═════ Information supplied ═════

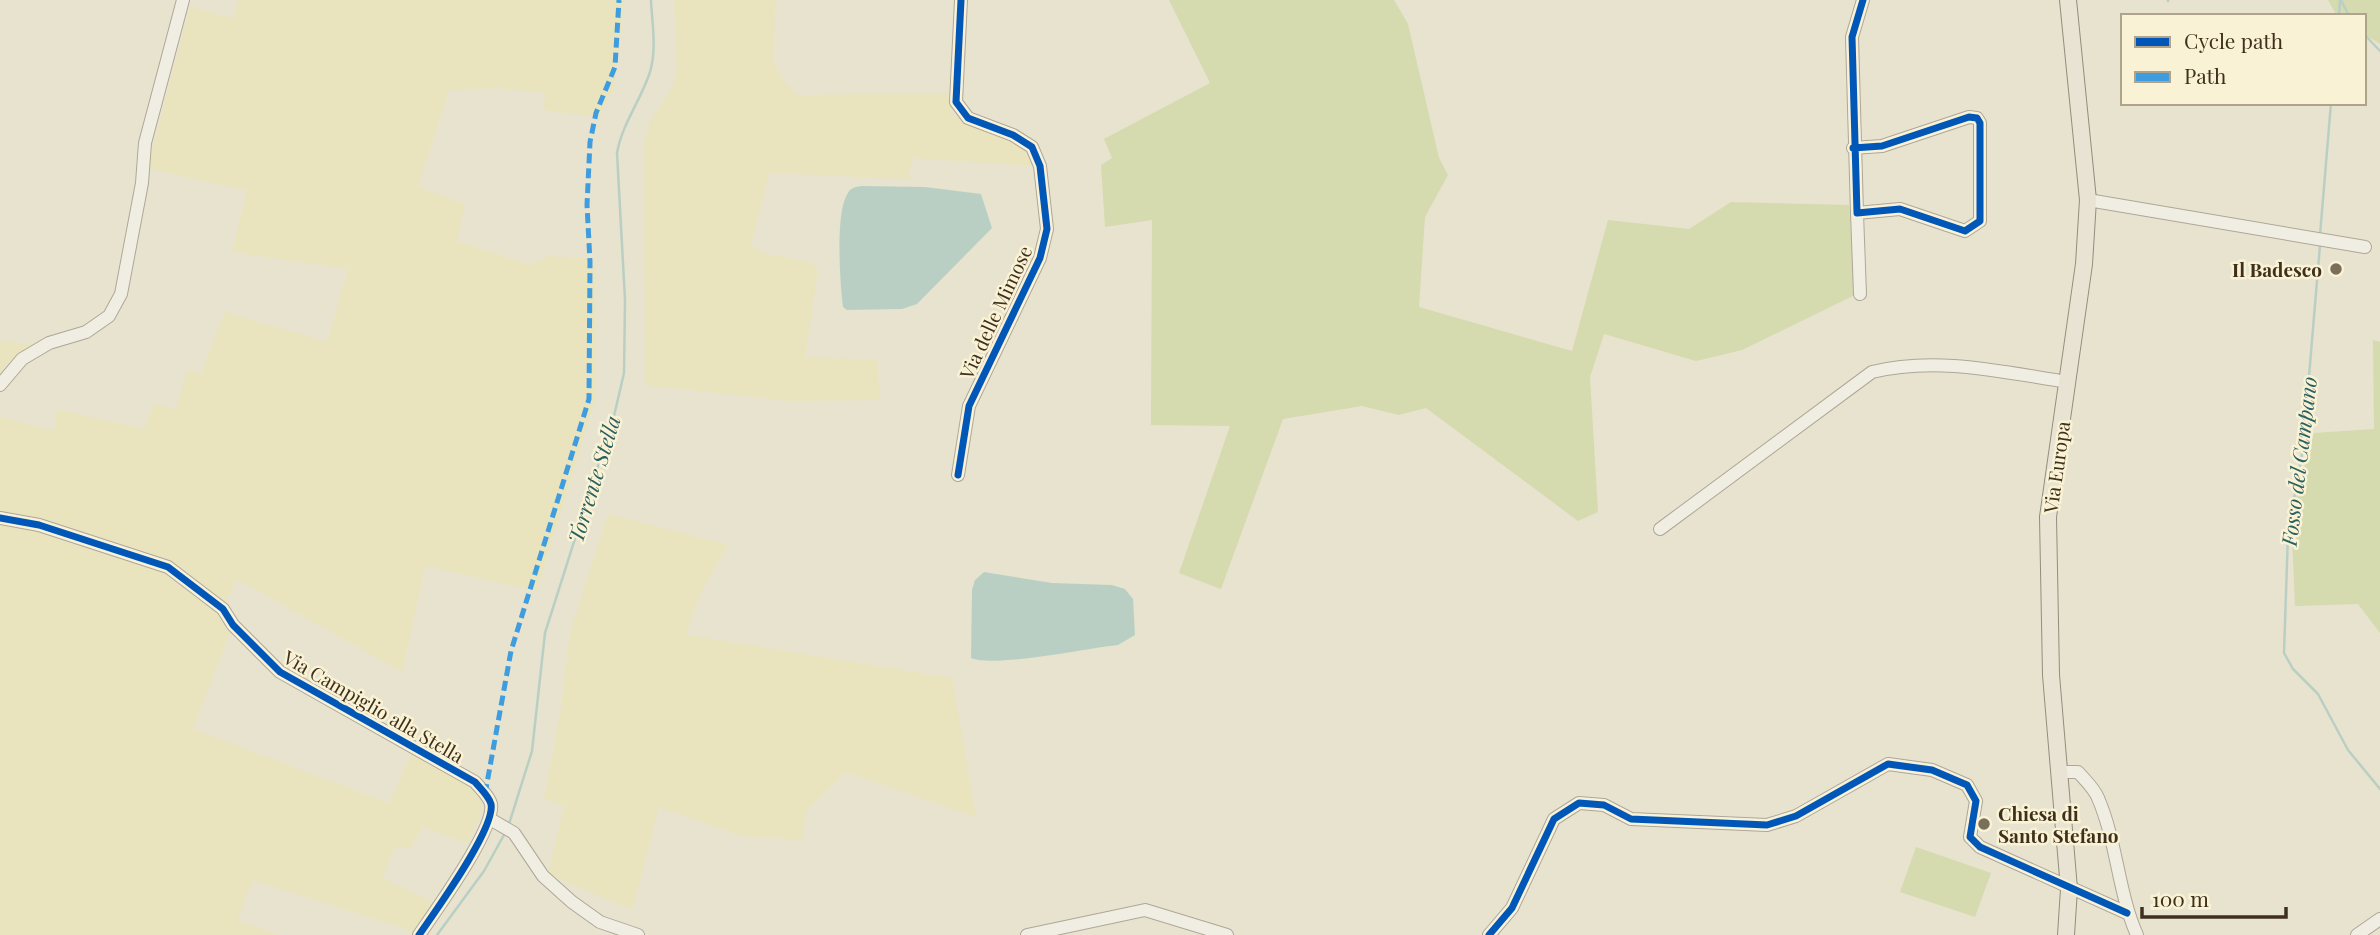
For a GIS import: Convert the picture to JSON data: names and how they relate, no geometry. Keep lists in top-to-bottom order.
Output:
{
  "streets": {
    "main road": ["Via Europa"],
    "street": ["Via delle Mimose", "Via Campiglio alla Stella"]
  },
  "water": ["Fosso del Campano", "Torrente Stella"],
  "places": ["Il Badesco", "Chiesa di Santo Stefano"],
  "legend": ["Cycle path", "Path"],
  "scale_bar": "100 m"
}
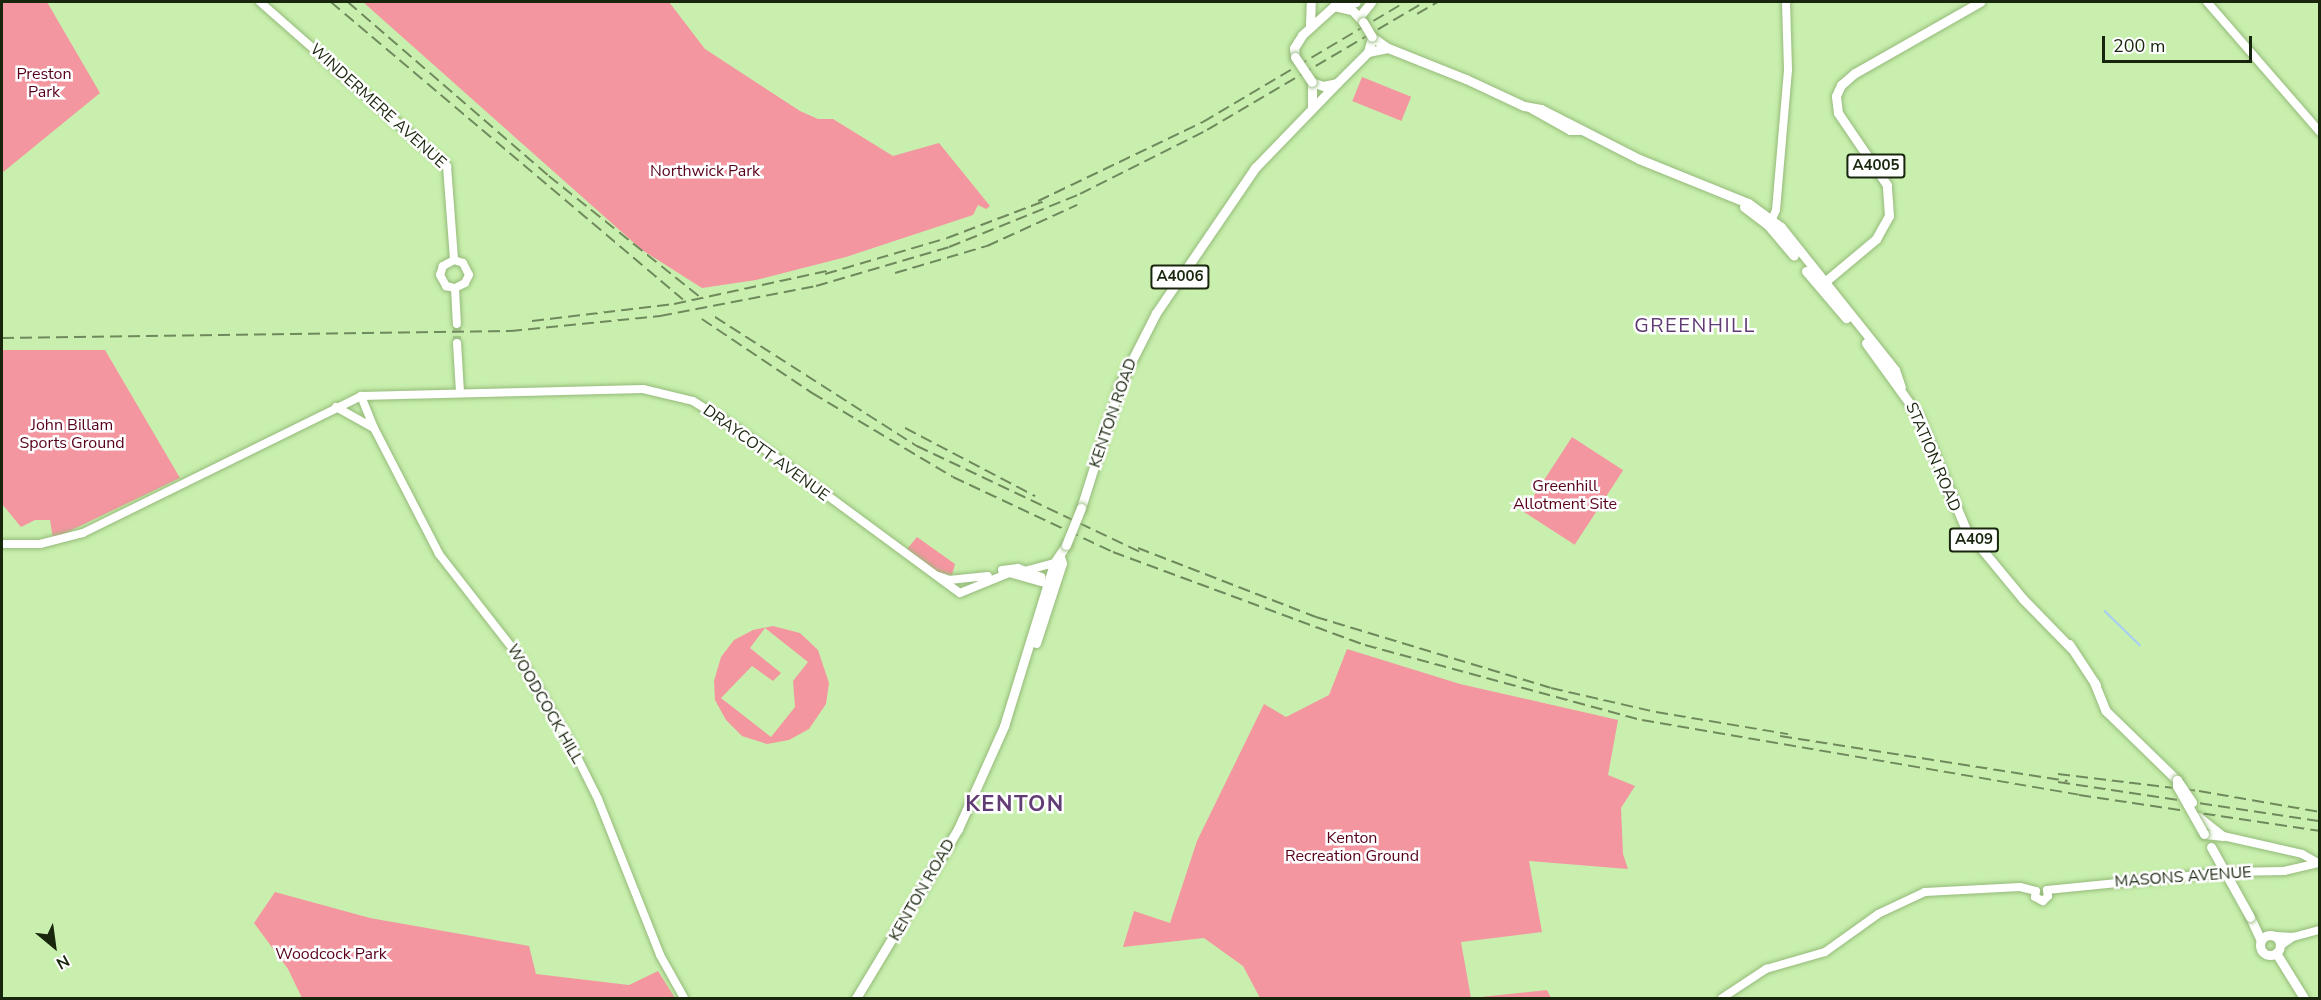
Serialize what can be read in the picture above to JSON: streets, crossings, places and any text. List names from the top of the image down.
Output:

═════
═════ Information supplied ═════

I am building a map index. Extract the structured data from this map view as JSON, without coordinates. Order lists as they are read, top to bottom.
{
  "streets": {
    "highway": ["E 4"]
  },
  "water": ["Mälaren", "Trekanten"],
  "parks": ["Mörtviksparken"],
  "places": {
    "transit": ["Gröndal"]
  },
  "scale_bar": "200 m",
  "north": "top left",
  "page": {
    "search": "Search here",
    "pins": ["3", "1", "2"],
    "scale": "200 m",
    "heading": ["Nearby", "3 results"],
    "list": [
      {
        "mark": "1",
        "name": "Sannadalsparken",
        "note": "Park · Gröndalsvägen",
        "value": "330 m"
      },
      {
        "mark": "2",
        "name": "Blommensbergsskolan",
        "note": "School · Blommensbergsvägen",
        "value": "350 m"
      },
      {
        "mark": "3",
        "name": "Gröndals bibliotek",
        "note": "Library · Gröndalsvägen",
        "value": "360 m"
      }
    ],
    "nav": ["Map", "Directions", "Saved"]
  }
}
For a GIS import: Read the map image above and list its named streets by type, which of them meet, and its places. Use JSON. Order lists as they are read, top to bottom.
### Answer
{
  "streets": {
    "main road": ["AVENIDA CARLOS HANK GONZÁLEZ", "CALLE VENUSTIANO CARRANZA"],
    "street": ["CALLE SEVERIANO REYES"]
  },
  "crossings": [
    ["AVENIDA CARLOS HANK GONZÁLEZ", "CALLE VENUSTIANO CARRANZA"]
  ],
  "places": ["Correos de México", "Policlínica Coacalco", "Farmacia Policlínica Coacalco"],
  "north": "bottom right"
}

═════

*Task directions*. Find the word "names" in the records and pull out each line that has it.

*Exercise result*.
For a GIS import: Convert the picture to JSON data: names and how they relate, no geometry. Keep lists in top-to-bottom order.
Serialize what can be read in the picture above to JSON: streets, crossings, places and any text. List names from the top of the image down.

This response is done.